Sir Collingwood Schreiber, (December 14, 1831 – March 23, 1918) was an English Canadian surveyor, engineer and civil servant. He is best known for his contribution to the completion of the Canadian Pacific Railway (CPR).

==Biography==
Schreiber was born in Bradwell-on-Sea, Essex, England to the Reverend Thomas Schreiber and Sarah Bingham. His father's grandfather, Johann Karl Schreiber emigrated from Swabia, Germany to England in the mid-18th century. His mother's father was rear admiral Joseph Bingham, and her grandfather was vice-admiral Sir William Parker, 1st Baronet, of Harburn.

Schreiber trained in England, and then emigrated to Canada in 1852, along with the rest of his family. He shortly thereafter began work as a railway engineer with the Toronto, Hamilton and Buffalo Railway. After four years with the firm, Schreiber left to work with Sir Sandford Fleming. After working on various private railways, in 1864 Schreiber received his first government appointment, and by 1873 he was the chief engineer for all government railways.

Schreiber became intimately involved in the construction of the CPR. In June 1880, Schreiber was appointed by Sir Charles Tupper, who was then the Minister of Railways and Canals, to replace Fleming as the chief engineer for the project, and by July of that same year had become general manager of all government railways in operation. He arranged financing and conducted repeated inspection tours, often with Sir William Cornelius Van Horne, who was appointed CPR president in 1881.

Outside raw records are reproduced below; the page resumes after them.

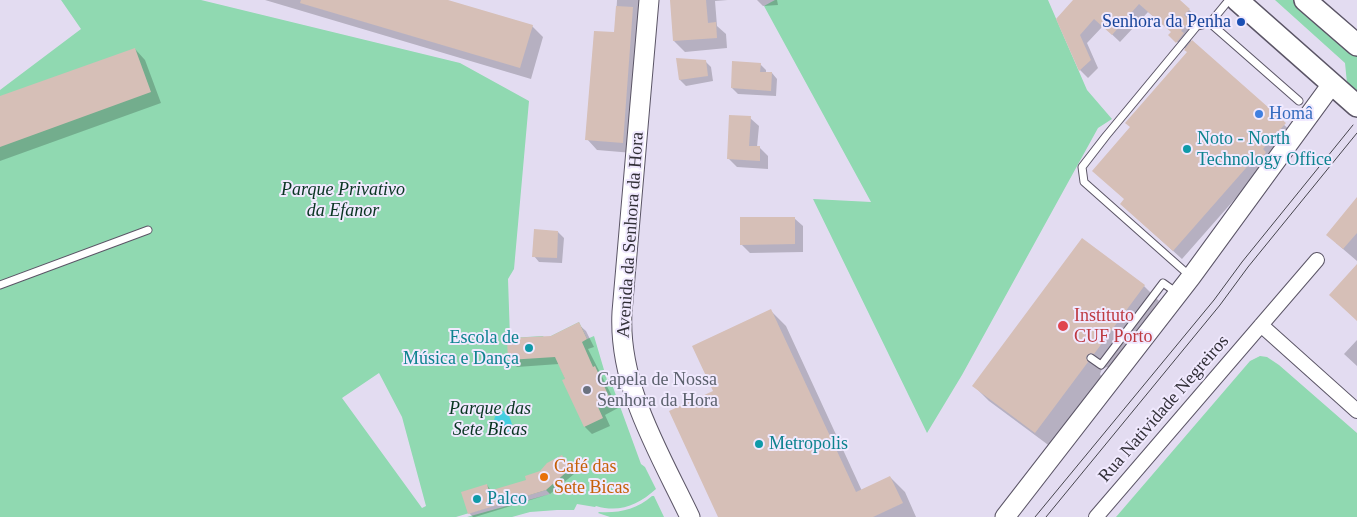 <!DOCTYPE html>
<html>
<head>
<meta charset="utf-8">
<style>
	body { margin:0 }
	canvas { display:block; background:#e3dcf1 }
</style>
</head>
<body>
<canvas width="1357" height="517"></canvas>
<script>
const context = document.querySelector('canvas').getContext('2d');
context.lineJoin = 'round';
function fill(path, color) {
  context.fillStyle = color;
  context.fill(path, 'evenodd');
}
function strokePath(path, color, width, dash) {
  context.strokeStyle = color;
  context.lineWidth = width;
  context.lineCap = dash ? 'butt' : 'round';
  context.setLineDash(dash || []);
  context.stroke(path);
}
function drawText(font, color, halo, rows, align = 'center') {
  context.font = font + ' "Times New Roman",serif';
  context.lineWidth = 4;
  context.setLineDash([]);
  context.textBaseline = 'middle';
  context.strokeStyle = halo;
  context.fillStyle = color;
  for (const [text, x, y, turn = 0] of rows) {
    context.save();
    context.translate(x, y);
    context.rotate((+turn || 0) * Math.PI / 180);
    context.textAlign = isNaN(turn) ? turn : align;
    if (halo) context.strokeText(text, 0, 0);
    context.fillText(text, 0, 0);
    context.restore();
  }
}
fill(new Path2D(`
	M61,0H201L460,63L529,101L514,269L508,279L510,338L543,336L545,339L579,322L587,339L594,336L607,380L610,379L641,464L645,467L656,489C638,505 620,513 596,506L595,507L577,504L574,510H557L530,512L512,517H467L550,494L546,490L456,517H0V90L81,29ZM379,373L402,417L426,506L422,508L342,398Z
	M775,0H1048L1087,90L1112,119L1098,128L962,375L927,433L813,199L871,202L764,6Z
	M1275,0H1295L1357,55V91L1347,83L1345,63Z
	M1260,356L1267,357L1279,365L1357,433V517H1116L1250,361Z
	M652,496H654L664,517H610L598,513L599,512C619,513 636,510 652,496Z`), '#90d9b1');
fill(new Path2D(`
	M503,411L508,413L513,427L511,434L500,432L495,428C493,419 494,413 503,411Z`), '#45cee0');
fill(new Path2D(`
	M265,0H444L532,26L543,37L531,79Z
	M617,0H641L633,153L597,150L587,139L615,34Z
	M671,0H728L715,1L717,26L726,34L727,48L685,52L674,41Z
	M757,0H777L778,5L763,6Z
	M1075,0H1178L1197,17L1191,24L1197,29L1189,39L1293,133L1182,259L1130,212L1125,200L1131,128L1189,52L1169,35L1172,32L1148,12L1120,42L1103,26L1087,43L1098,68L1088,78L1080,70L1058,19Z
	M135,49L145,60L161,103L0,161V98Z
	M677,59L705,61L711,67L713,81L686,86L680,80Z
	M760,64L766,70V73H772L777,79L776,96L738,94L732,88Z
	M750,118L759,126L757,147L760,148L768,156V169L737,167L728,158Z
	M1357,199V261L1336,243Z
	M794,218L803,226V252L750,253L741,244Z
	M558,232L564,238L562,263L539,262L534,256Z
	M1144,286L1159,301L1109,368L1107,367L1102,369L1100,374L1102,378L1051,447L989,401L974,386Z
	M771,311L786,326L862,491L890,477L905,492L916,517H719L715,391Z
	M578,324L586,331L594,347L588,349L618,408L605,415L610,426L592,434L585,427L559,364L517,367L510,359Z
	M1357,340V366L1344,354Z
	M562,456L574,474L550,494L475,517H473L469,513L487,485L492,492L528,481Z`), '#0003');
fill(new Path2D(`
	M301,0H448L533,25L520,68L300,3Z
	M670,0H706L708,23L716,22L717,38L673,41Z
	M1073,0H1180L1190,9L1184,15L1190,21L1181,31L1184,33L1176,43L1168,35L1171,32L1139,4L1112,35L1094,19L1080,35L1091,60L1079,71L1056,19Z
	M616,6L633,7L623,143L585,140L594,31L614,32Z
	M1192,40L1286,123L1263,149L1266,152L1258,164L1253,160L1173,251L1120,204L1124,199L1092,171L1130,127L1125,123L1187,52L1184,50Z
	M135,48L151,92L0,147V96Z
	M676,58L706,60L708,76L679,80Z
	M732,61L761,63L760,72H772L771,91L731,88Z
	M729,115L751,116L749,146H760V161L727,159Z
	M1357,197V233L1343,249L1326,235Z
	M740,217H795V244L740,245Z
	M534,229L558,231L557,258L532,257Z
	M1082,238L1145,285L1094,354L1091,353L1087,355L1086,358L1088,362L1035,433L972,386Z
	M1357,264V321L1329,295Z
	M771,309L856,492L890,476L903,503L873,517H718L669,411L713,391L692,346Z
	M579,322L587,339L582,342L593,367L595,366L611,401L598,407L603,418L584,427L562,380L565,379L555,357L508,360L507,340H510V338L551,336Z
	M562,455L570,469L546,490L468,514L461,492L487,484L489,491L526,480L525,476L540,471L547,463Z`), '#d6bfb7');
const lane = new Path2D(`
	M1210,23L1299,101
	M1190,276L1084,182L1082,167L1106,136L1197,26L1210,23L1229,0
	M0,285L148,230
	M1091,358L1101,365L1163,283L1177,293`);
const street = new Path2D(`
	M1261,325L1357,411
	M1096,517L1317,260`);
const secondary = new Path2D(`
	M649,0L622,312C618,386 659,452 690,517
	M1005,517L1191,277L1332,84`);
const primary = new Path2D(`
	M1237,0L1357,106
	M1305,0L1357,45`);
strokePath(lane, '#5b5566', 9);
strokePath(street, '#5b5566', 16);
strokePath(secondary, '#5b5566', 21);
strokePath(primary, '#5b5566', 24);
strokePath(lane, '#fff', 7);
strokePath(street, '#fff', 14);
strokePath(secondary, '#fff', 19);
strokePath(primary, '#fff', 21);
strokePath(new Path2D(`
	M1035,517L1214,300L1242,262L1353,125
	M1046,517L1220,305L1248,267L1357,133`), '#46444d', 1);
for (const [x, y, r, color] of [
	[1241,22,5,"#1a4fb4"],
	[1259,114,5,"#3f7fe0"],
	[1187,149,5,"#0f9aa8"],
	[1063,326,6,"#e0444e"],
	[529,348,5,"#0f9aa8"],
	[587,390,5,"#6b7280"],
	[759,444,5,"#0f9aa8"],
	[544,477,5,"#e8710a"],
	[477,499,5,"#0f9aa8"]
]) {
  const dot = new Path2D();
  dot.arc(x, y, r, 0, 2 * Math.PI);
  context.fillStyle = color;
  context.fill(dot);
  strokePath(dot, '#f0e9fe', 2);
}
drawText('18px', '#164399', '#f0e9fe', [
	["Senhora da Penha",1231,22]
], 'right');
drawText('18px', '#366cbe', '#f0e9fe', [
	["Homâ",1269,114]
], 'left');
drawText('18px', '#0d838f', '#f0e9fe', [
	["Noto - North",1197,139],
	["Technology Office",1197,160],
	["Escola de",519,338,"right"],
	["Música e Dança",519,359,"right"],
	["Metropolis",769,444],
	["Palco",487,499]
], 'left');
drawText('italic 18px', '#083421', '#f0e9fe', [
	["Parque Privativo",343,190],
	["da Efanor",343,211],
	["Parque das",490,409],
	["Sete Bicas",490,430]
]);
drawText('18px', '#312f37', '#f0e9fe', [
	["Avenida da Senhora da Hora",631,235,-86],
	["Rua Natividade Negreiros",1164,409,-49]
]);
drawText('18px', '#be3a42', '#f0e9fe', [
	["Instituto",1074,316],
	["CUF Porto",1074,337]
], 'left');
drawText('18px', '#5b616d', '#f0e9fe', [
	["Capela de Nossa",597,380],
	["Senhora da Hora",597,401]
], 'left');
drawText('18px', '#c56008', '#f0e9fe', [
	["Café das",554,467],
	["Sete Bicas",554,488]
], 'left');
</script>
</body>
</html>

In 1887, Schreiber was a founding member of the Canadian Society of Civil Engineers.

In 1892 he was made the deputy minister of railways and canals.

In 1893, he was made a Companion of the Order of St Michael and St George and, in 1916, a Knight Commander.

In 1905 he took a position as consulting engineer on the western or Grand Trunk Pacific division of the National Transcontinental Railway".

Schreiber continued in government service until his death in 1918.

Despite living in an era rife with corruption, Schreiber always paid more attention to engineering than political concerns. He found a job for prime minister Sir John A. Macdonald's nephew, but flatly refused to promote people with influence unless their performance merited it. He repeatedly clashed with political "meddlers", and was disliked by various ministers in the Macdonald and Laurier administrations he served under.

Schreiber died in Ottawa, Ontario. The township of Schreiber, Ontario, is named after him and contains a plaque commemorating his life and achievements.